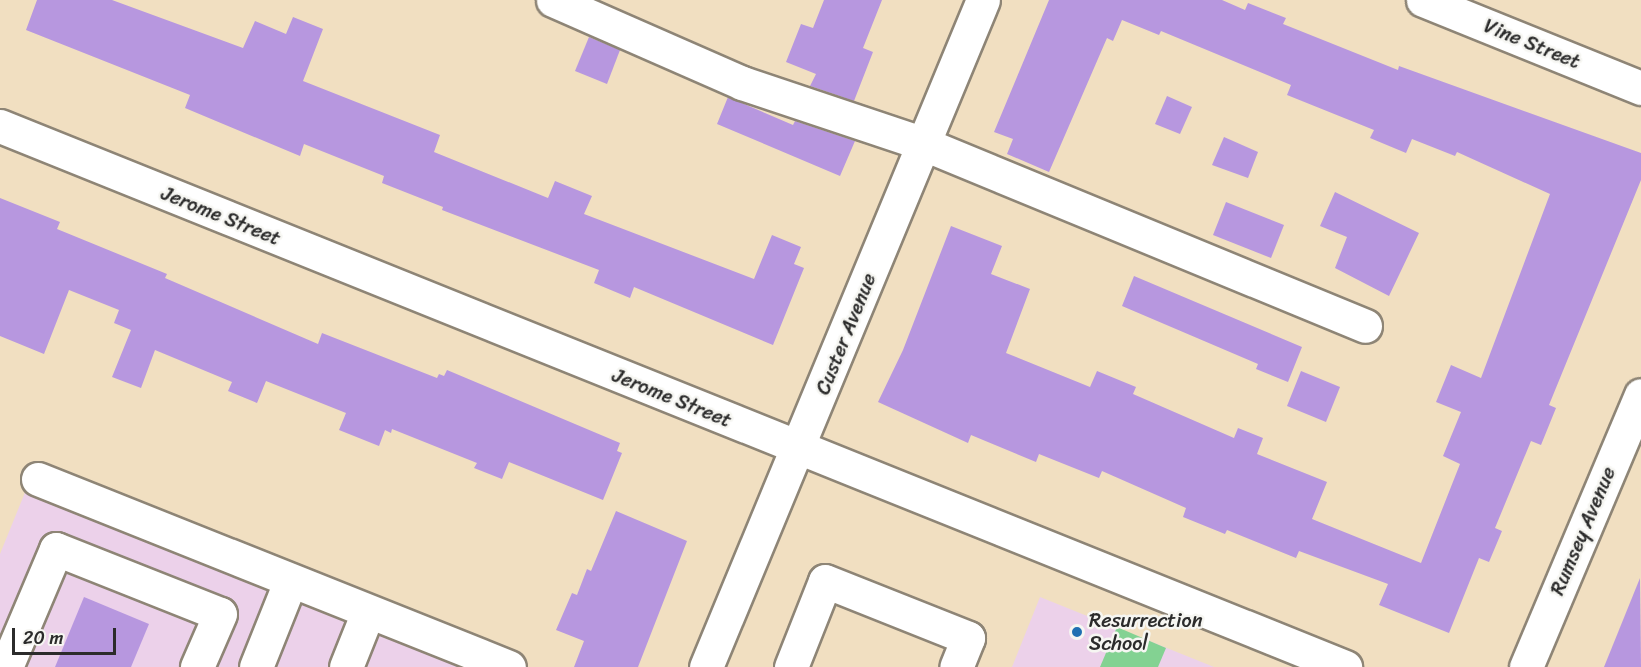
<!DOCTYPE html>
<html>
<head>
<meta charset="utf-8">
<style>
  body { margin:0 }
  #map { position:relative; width:1641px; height:667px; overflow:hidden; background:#f1dfc1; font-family:Sriracha,sans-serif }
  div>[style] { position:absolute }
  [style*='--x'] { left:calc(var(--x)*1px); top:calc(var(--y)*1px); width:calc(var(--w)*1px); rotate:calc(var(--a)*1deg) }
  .built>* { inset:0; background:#ecd1ea }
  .green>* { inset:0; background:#83d292 }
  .building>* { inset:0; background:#b797df }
  .roads { filter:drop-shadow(2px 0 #8e8576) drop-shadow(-2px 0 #8e8576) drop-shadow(0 2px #8e8576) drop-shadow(0 -2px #8e8576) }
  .minor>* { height:33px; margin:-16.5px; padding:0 16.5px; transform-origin:16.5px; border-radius:16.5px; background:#fff }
  .dots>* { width:16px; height:16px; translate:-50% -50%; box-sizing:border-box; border:3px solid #f6f6f2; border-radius:50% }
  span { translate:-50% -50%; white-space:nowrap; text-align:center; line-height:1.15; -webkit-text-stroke:5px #f6f6f2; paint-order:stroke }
  .street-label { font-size:20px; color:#2b2b2b }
  .poi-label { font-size:20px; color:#2b2b2b }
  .left { translate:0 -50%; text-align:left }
  .scale { position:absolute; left:12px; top:628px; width:104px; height:27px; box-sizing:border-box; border:3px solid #2b2b2b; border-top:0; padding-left:8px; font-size:18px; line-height:21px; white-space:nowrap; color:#2b2b2b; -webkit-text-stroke:4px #f6f6f2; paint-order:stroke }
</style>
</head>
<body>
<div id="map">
  <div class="built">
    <div style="clip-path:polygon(28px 485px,473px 667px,0 667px,0 554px)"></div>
    <div style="clip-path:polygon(1040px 597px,1214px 667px,1012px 667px)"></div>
  </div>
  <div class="green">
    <div style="clip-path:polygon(1117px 627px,1166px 648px,1158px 667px,1100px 667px)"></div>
  </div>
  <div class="building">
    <div style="clip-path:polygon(37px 0,112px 0,243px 48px,255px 21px,286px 34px,293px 17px,323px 29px,303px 81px,440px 135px,434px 152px,548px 198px,555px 181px,592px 196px,584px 214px,754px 279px,772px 235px,801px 247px,794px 264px,804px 268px,773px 345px,634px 287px,630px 298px,594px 283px,599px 270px,442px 210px,443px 207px,382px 183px,384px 176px,304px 144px,300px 156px,185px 108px,190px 95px,26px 30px)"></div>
    <div style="clip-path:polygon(824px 0,882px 0,863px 48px,873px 52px,854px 101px,810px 86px,816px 74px,786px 62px,801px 24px,813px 28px)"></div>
    <div style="clip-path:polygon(1049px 0,1222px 0,1245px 10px,1248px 3px,1286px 18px,1283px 24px,1398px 70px,1399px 66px,1641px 153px,1641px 180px,1549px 405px,1556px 408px,1541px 445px,1531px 441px,1495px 528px,1502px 531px,1489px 562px,1479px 558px,1449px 633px,1379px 605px,1388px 584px,1299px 551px,1296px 558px,1227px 530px,1225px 534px,1183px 517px,1186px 508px,1102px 471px,1099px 478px,1039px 454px,1036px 462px,971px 435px,968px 443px,878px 402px,903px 350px,951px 226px,1002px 246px,991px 274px,1030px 289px,1006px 353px,1090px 387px,1097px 371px,1136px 387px,1133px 394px,1234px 438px,1238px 428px,1263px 438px,1257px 454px,1327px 482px,1312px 519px,1421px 563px,1460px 464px,1443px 456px,1461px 412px,1436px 402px,1451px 365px,1481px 378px,1550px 194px,1457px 152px,1455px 156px,1412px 139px,1406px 153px,1370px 138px,1374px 130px,1287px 95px,1291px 85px,1161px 31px,1159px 35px,1122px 20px,1113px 41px,1107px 38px,1049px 172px,1007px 154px,1013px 139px,994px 132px)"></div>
    <div style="clip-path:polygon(589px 37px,620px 50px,607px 84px,575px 71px)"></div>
    <div style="clip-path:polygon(1167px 96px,1192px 107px,1180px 134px,1155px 124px)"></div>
    <div style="clip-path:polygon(728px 97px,793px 125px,795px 121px,855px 141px,840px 176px,717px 124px)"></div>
    <div style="clip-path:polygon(1224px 137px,1258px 152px,1248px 178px,1212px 165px)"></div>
    <div style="clip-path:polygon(1335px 192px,1419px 233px,1389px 296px,1335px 268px,1347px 237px,1320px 226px)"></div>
    <div style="clip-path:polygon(0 198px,60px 222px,57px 229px,167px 274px,165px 278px,318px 344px,322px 333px,437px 378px,439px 374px,444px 376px,447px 370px,620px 443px,617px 451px,622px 453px,603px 500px,509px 462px,502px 479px,474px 468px,477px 463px,392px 429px,391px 433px,385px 430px,379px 446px,339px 430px,346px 413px,266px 381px,257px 403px,228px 391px,232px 382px,155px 350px,141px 388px,112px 377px,131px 330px,114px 323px,119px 310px,69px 290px,44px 354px,0 336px)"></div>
    <div style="clip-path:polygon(1226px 202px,1284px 225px,1271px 258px,1213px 235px)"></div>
    <div style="clip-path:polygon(1134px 276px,1302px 347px,1288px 382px,1256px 369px,1258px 364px,1122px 306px)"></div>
    <div style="clip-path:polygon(1301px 371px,1340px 387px,1326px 422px,1287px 406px)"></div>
    <div style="clip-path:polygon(616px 511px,687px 541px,638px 667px,574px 667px,584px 641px,556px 630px,572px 593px,577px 595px,587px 569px,591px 571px)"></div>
    <div style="clip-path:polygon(1640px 578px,1641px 667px,1604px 667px)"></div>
    <div style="clip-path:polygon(84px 597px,149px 624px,131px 667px,55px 667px)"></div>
  </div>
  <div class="roads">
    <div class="minor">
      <div style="--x:553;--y:0;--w:206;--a:23.7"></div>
      <div style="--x:742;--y:83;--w:192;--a:18.5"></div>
      <div style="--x:924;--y:144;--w:477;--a:22.4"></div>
      <div style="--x:1423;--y:0;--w:235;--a:22"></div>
      <div style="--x:0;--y:126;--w:1450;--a:21.91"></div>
      <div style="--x:38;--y:479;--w:507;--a:21.76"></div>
      <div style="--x:6;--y:667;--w:128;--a:-67"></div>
      <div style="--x:56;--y:549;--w:176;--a:21.6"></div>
      <div style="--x:220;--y:614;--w:58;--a:113.5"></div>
      <div style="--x:256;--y:667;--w:92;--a:-68.2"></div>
      <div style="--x:346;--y:667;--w:59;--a:-68.2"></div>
      <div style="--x:706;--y:667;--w:722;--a:-67.45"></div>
      <div style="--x:791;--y:667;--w:92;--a:-68.4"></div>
      <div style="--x:825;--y:581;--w:154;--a:21.7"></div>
      <div style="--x:968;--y:638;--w:31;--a:112"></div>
      <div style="--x:1526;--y:667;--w:295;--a:-67.1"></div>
    </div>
  </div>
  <div class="dots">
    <div style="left:1077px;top:632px;background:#1f6fb2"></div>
  </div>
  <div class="street-label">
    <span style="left:1532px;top:44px;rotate:22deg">Vine Street</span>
    <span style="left:221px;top:216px;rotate:22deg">Jerome Street</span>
    <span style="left:846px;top:334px;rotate:-68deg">Custer Avenue</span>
    <span style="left:672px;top:398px;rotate:22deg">Jerome Street</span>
    <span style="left:1583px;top:531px;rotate:-67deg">Rumsey Avenue</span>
  </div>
  <div class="poi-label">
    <span class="left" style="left:1089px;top:632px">Resurrection<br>School</span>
  </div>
  <div class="scale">20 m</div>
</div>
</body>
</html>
* * *
_WHAT IS EXPECTED_
Leave out all pictures and output each line exactly, from the top of the records through the line that holds "width:16px; height:16px; translate:-50%".

_REPLY_
<!DOCTYPE html>
<html>
<head>
<meta charset="utf-8">
<style>
  body { margin:0 }
  #map { position:relative; width:1641px; height:667px; overflow:hidden; background:#f1dfc1; font-family:Sriracha,sans-serif }
  div>[style] { position:absolute }
  [style*='--x'] { left:calc(var(--x)*1px); top:calc(var(--y)*1px); width:calc(var(--w)*1px); rotate:calc(var(--a)*1deg) }
  .built>* { inset:0; background:#ecd1ea }
  .green>* { inset:0; background:#83d292 }
  .building>* { inset:0; background:#b797df }
  .roads { filter:drop-shadow(2px 0 #8e8576) drop-shadow(-2px 0 #8e8576) drop-shadow(0 2px #8e8576) drop-shadow(0 -2px #8e8576) }
  .minor>* { height:33px; margin:-16.5px; padding:0 16.5px; transform-origin:16.5px; border-radius:16.5px; background:#fff }
  .dots>* { width:16px; height:16px; translate:-50% -50%; box-sizing:border-box; border:3px solid #f6f6f2; border-radius:50% }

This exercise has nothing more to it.